GopherCon 2018 - Demystifying Binary Search Tree Algorithms

By Geoffrey Gilmore for the GopherCon Liveblog on August 30, 2018


Presenter: Kaylyn Gibilterra

Liveblogger: Geoffrey Gilmore

Learning algorithms can be overwhelming and demoralizing, but it doesn't have to be. In this talk, Kaylyn explains binary search tree algorithms in a simple and straightforward manner with code examples in Go.


Introduction

Kaylyn started writing algorithms for fun over the last year. This might seem strange to you, but it's especially weird for her. She hated her algorithms class in college. Her professor would use complicated jargon and refuse to explain "obvious" concepts. As a result, she only picked up enough knowledge to be able to pass her job interviews and move on with the rest of her life.

Her attitude towards algorithms changed once she started to implement them in Go.
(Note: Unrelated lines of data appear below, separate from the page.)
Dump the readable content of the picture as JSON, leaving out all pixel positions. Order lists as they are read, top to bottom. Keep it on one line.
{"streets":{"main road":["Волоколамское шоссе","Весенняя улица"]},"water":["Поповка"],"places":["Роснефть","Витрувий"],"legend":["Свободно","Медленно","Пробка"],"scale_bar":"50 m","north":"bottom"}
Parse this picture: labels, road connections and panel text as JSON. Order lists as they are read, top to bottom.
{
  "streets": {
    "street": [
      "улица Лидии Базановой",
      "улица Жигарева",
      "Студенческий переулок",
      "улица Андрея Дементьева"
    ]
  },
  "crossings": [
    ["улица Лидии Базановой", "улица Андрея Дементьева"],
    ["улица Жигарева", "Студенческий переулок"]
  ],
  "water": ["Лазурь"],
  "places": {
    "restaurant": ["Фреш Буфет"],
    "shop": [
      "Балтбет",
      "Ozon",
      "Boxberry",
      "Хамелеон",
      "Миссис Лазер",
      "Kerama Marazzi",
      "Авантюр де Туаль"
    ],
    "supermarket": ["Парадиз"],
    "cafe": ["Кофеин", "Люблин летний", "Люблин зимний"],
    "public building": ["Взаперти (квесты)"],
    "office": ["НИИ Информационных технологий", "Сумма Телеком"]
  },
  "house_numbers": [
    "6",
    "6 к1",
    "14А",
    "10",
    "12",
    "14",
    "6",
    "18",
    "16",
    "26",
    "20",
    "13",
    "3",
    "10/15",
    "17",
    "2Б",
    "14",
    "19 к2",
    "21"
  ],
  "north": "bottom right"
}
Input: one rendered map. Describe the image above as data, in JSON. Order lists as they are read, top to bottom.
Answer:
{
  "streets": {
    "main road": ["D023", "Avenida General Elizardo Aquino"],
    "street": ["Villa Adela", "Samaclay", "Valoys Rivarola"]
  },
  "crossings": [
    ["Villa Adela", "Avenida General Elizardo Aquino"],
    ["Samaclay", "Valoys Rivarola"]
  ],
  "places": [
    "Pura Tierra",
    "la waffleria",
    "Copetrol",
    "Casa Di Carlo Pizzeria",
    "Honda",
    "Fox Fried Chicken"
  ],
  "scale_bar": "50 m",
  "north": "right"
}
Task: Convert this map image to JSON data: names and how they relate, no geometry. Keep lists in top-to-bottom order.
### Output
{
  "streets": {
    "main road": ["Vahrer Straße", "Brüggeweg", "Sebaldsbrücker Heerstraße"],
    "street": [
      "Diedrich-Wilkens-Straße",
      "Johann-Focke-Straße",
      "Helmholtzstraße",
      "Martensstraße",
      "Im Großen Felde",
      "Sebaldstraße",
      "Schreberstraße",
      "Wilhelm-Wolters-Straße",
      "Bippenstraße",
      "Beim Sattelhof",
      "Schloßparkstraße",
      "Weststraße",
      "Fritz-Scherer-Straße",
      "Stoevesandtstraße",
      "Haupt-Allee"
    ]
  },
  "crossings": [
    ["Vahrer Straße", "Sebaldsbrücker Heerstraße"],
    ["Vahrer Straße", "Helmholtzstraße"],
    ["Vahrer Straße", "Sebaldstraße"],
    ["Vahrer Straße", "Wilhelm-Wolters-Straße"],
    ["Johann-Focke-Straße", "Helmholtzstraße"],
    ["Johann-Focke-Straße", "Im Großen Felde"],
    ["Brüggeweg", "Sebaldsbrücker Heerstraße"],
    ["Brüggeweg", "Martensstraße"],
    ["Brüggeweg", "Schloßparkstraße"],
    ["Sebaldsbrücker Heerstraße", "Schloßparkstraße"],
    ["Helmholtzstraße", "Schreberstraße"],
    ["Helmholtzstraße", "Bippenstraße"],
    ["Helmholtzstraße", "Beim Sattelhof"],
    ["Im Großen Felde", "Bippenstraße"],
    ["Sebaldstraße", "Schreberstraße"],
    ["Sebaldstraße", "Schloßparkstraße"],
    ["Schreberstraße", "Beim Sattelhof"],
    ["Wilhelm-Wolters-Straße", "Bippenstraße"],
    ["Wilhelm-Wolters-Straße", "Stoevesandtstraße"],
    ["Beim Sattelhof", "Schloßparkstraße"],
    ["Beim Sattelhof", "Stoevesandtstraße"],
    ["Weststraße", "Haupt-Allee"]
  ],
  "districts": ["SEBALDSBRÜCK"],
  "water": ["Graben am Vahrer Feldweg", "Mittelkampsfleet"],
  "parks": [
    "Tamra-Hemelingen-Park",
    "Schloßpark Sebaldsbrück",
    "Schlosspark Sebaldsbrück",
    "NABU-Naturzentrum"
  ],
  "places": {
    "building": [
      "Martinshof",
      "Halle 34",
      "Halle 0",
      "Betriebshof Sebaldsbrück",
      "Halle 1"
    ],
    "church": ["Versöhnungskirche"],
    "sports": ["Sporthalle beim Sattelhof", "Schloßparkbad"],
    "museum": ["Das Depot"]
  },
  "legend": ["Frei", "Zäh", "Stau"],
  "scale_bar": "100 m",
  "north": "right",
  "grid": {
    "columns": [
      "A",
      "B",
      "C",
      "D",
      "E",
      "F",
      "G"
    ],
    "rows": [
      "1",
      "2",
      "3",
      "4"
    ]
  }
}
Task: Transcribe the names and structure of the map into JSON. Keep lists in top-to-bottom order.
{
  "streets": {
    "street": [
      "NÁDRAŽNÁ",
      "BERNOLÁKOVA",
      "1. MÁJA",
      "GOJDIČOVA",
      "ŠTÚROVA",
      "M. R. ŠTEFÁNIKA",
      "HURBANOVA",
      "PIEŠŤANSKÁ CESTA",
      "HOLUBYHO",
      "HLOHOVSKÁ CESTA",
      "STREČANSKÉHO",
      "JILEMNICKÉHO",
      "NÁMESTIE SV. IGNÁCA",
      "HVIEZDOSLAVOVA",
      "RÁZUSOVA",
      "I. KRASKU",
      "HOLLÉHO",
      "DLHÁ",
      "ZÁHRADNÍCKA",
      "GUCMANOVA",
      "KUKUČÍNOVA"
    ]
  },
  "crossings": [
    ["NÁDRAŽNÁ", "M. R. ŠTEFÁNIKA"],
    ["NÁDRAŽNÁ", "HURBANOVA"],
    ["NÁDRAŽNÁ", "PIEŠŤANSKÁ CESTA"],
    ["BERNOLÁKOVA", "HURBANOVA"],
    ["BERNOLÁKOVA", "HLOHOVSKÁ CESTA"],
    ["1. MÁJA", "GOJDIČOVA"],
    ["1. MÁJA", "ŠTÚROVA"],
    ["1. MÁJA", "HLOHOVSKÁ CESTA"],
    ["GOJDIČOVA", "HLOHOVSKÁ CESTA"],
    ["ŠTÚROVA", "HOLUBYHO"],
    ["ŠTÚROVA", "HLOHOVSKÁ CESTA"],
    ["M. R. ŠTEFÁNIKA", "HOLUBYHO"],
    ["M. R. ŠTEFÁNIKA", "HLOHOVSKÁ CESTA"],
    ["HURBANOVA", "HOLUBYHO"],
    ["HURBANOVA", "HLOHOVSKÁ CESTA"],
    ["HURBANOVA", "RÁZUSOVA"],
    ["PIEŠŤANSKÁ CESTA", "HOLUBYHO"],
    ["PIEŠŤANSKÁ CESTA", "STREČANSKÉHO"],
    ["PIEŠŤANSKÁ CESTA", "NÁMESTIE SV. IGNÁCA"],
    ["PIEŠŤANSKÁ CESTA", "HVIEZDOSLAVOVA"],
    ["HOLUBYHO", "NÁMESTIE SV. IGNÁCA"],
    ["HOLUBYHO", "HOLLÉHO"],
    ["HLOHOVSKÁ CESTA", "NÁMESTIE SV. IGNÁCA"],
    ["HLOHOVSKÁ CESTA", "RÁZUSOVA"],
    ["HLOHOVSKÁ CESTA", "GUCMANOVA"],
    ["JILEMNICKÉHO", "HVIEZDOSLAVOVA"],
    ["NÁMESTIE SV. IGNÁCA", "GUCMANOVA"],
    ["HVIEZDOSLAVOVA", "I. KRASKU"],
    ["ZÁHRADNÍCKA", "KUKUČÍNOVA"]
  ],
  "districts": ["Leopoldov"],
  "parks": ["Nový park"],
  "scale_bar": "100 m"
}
Converting algorithms written C or Java into Go was surprisingly easy, and she understood them better afterward than she did back in college.

Kaylyn will explain why that is and show you how to do it with binary search trees, but before we do that: Why exactly is learning algorithms so awful?

Learning algorithms is horrible

screen shot 2018-08-28 at 6 12 17 pm

This screenshot is from the binary search tree section of Introduction to Algorithms (a.k.a. CLRS). CLRS is considered to be the "gospel" of algorithms books. To the authors' credit, there hadn't been a great algorithms textbook written before it came out in 1989. However, anyone reading CLRS can tell that it was written by professors whose primary audience was academically minded.

Some examples of this:

  • This page references lots of terms that the book defines elsewhere. So you need to know things like

    • what satellite data is
    • what a linked list is
    • what "pre-order" and "post-order" tree traversal mean

    You won't know what those things are if you haven't taken notes on every single page in the book.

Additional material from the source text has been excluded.